> **Task to carry out**:
Whenever the word "stream" turns up in a line below, that line should be copied.

> **Records shown**:
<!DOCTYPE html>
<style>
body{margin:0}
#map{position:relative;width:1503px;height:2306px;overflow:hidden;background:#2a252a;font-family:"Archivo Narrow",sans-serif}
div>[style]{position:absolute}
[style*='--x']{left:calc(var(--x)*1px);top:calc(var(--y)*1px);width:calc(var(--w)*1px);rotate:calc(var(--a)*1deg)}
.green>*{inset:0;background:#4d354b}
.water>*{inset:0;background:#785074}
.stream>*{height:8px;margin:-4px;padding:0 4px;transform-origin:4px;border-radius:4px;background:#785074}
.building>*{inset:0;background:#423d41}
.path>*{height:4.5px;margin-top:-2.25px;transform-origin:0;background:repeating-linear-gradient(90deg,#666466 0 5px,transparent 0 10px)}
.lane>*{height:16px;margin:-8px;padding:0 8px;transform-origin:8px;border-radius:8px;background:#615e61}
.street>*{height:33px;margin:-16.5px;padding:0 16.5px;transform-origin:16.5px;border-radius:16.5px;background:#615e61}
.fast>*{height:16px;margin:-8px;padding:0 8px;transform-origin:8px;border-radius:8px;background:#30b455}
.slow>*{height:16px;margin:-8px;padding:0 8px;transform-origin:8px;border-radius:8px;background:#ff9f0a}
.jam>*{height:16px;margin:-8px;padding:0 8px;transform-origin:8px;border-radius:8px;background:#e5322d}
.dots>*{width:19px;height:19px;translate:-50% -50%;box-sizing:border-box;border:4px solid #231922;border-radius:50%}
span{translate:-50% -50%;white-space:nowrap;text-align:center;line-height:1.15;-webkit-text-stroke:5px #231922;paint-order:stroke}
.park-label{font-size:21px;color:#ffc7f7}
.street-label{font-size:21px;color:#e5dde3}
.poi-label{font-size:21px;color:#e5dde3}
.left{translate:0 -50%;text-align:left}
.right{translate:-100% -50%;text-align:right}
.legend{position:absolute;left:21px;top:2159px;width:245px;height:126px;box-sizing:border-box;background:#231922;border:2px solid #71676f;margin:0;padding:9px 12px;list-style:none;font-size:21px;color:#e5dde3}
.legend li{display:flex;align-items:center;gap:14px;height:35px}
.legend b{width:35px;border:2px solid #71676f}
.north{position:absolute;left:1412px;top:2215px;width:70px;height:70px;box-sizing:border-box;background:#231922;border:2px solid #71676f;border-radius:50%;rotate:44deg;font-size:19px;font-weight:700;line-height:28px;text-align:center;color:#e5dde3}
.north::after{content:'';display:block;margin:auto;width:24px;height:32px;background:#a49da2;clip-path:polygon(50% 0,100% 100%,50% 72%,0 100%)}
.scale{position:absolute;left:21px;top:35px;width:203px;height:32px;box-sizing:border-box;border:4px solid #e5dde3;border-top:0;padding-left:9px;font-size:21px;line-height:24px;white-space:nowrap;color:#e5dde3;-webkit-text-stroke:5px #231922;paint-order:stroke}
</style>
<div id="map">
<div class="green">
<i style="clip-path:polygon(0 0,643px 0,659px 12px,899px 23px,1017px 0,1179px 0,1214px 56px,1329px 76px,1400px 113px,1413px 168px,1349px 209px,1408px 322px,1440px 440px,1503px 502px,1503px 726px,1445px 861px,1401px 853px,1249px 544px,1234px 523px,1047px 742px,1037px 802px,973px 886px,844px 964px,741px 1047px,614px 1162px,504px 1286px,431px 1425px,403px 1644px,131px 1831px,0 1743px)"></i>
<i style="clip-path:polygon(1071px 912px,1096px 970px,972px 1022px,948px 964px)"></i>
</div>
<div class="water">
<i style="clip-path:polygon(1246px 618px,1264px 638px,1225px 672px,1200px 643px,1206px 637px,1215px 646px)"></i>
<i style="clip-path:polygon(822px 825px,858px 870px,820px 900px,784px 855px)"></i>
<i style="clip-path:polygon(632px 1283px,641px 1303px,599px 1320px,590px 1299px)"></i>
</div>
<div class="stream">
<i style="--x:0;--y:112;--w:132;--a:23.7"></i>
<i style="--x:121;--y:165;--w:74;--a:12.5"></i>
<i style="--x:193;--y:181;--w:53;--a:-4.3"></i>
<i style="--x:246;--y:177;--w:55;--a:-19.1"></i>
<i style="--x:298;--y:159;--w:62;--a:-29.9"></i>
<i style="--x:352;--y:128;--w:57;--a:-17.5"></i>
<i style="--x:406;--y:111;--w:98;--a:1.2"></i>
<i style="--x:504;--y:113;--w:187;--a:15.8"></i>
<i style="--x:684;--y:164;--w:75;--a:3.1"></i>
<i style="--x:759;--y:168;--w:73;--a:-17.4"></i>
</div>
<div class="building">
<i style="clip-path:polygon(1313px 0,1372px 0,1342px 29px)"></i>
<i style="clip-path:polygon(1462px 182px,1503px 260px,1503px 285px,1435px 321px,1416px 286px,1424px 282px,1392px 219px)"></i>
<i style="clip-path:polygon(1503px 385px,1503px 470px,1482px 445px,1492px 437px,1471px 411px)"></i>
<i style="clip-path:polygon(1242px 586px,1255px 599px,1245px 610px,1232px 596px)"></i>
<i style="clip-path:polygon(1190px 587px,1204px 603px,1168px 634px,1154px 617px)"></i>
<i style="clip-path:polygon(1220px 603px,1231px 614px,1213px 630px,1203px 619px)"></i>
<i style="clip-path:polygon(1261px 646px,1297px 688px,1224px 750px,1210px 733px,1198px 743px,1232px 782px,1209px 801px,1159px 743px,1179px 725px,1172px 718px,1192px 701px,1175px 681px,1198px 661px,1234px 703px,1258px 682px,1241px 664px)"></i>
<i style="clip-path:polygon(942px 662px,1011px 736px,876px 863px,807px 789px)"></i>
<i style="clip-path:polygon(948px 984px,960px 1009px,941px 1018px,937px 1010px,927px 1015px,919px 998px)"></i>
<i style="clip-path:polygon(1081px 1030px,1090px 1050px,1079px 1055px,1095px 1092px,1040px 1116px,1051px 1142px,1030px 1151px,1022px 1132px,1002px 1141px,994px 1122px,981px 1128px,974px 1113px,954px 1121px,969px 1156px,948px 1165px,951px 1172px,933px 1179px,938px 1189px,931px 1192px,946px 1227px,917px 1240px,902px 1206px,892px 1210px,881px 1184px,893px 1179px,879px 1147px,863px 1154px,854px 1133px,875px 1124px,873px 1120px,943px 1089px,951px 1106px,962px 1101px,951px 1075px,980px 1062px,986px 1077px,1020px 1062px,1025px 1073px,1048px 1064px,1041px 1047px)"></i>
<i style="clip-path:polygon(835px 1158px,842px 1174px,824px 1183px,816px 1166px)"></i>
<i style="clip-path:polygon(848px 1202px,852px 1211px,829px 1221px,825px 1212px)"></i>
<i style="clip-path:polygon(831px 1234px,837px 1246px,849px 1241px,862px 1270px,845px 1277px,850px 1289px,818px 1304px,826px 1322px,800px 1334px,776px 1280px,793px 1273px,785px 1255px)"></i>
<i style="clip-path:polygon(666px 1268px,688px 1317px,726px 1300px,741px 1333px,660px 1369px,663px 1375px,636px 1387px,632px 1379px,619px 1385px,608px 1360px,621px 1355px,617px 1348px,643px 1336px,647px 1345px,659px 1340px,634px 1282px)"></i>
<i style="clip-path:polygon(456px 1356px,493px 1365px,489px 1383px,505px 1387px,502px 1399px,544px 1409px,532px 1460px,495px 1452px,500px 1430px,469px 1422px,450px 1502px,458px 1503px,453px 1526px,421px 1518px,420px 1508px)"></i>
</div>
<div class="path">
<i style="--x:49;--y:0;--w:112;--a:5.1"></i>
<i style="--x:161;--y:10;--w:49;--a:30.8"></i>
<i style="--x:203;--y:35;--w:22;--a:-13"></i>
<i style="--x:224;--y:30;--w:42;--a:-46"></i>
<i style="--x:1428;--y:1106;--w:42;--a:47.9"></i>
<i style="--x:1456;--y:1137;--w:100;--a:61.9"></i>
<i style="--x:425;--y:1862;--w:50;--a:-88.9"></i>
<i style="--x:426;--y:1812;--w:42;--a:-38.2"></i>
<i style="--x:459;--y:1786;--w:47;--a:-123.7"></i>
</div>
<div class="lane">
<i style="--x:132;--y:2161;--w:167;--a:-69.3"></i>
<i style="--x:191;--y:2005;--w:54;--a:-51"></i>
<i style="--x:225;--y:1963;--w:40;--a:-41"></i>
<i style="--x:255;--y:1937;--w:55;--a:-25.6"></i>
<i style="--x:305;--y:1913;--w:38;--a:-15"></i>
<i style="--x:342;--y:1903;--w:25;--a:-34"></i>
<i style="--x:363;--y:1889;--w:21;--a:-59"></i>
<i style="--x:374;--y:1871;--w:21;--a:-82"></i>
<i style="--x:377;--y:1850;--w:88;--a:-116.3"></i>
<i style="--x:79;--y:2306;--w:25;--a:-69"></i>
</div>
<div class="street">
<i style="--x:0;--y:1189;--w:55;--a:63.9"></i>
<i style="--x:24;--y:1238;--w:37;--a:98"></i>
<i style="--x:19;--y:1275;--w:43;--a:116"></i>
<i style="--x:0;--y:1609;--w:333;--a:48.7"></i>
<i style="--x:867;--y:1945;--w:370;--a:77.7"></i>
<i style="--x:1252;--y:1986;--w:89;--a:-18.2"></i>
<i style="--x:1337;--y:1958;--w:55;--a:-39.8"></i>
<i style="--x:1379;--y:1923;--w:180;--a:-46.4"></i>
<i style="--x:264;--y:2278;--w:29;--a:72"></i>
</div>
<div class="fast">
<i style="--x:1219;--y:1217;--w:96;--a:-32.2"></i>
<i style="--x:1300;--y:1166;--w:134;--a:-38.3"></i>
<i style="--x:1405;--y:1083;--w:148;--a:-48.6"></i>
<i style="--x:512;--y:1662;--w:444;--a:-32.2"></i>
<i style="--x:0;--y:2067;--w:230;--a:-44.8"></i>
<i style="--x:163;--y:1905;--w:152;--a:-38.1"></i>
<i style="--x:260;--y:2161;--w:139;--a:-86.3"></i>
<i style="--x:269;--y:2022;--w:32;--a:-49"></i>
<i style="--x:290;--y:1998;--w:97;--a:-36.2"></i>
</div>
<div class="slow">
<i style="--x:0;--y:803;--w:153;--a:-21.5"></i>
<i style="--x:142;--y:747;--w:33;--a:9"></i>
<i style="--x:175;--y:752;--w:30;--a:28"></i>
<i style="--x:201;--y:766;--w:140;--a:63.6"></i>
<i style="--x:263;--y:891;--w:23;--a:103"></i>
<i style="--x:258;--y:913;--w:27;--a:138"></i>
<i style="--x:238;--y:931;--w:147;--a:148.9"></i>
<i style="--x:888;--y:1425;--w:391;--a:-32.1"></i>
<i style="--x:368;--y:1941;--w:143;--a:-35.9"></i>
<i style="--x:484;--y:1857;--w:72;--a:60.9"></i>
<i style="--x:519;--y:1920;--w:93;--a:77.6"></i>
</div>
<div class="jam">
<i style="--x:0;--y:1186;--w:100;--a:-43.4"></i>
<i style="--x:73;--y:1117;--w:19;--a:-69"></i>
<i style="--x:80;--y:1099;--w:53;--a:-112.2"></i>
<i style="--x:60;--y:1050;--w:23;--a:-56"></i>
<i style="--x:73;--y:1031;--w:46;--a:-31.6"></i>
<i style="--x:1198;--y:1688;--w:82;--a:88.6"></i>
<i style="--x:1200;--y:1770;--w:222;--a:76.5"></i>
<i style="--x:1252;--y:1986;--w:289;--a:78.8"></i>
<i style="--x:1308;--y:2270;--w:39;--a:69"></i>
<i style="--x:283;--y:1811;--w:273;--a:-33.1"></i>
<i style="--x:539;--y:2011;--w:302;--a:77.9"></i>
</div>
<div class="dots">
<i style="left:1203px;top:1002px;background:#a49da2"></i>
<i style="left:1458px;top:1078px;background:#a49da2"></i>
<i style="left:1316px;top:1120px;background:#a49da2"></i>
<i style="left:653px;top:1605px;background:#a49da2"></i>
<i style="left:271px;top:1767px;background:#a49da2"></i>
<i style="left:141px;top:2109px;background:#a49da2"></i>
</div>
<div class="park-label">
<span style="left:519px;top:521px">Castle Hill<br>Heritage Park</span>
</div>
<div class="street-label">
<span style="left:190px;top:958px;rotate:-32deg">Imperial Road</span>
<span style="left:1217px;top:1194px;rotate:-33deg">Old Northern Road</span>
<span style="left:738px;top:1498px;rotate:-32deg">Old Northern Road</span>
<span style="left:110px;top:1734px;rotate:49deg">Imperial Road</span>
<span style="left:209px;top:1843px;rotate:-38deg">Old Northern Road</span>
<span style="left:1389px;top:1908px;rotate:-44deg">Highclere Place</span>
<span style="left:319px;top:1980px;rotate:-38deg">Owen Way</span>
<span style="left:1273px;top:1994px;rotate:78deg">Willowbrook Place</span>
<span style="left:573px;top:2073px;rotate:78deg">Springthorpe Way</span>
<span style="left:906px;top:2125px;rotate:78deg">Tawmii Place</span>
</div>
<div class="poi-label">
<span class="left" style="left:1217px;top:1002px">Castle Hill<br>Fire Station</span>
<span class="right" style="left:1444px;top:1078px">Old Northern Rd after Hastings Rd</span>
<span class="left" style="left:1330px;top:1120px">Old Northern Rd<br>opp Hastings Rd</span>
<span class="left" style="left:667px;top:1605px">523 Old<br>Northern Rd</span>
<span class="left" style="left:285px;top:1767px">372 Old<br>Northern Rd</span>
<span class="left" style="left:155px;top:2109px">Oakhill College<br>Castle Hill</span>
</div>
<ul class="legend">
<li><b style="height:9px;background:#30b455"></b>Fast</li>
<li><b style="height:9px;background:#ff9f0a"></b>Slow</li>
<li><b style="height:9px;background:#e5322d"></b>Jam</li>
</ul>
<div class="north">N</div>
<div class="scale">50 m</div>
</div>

> **Problem solution**:
.stream>*{height:8px;margin:-4px;padding:0 4px;transform-origin:4px;border-radius:4px;background:#785074}
<div class="stream">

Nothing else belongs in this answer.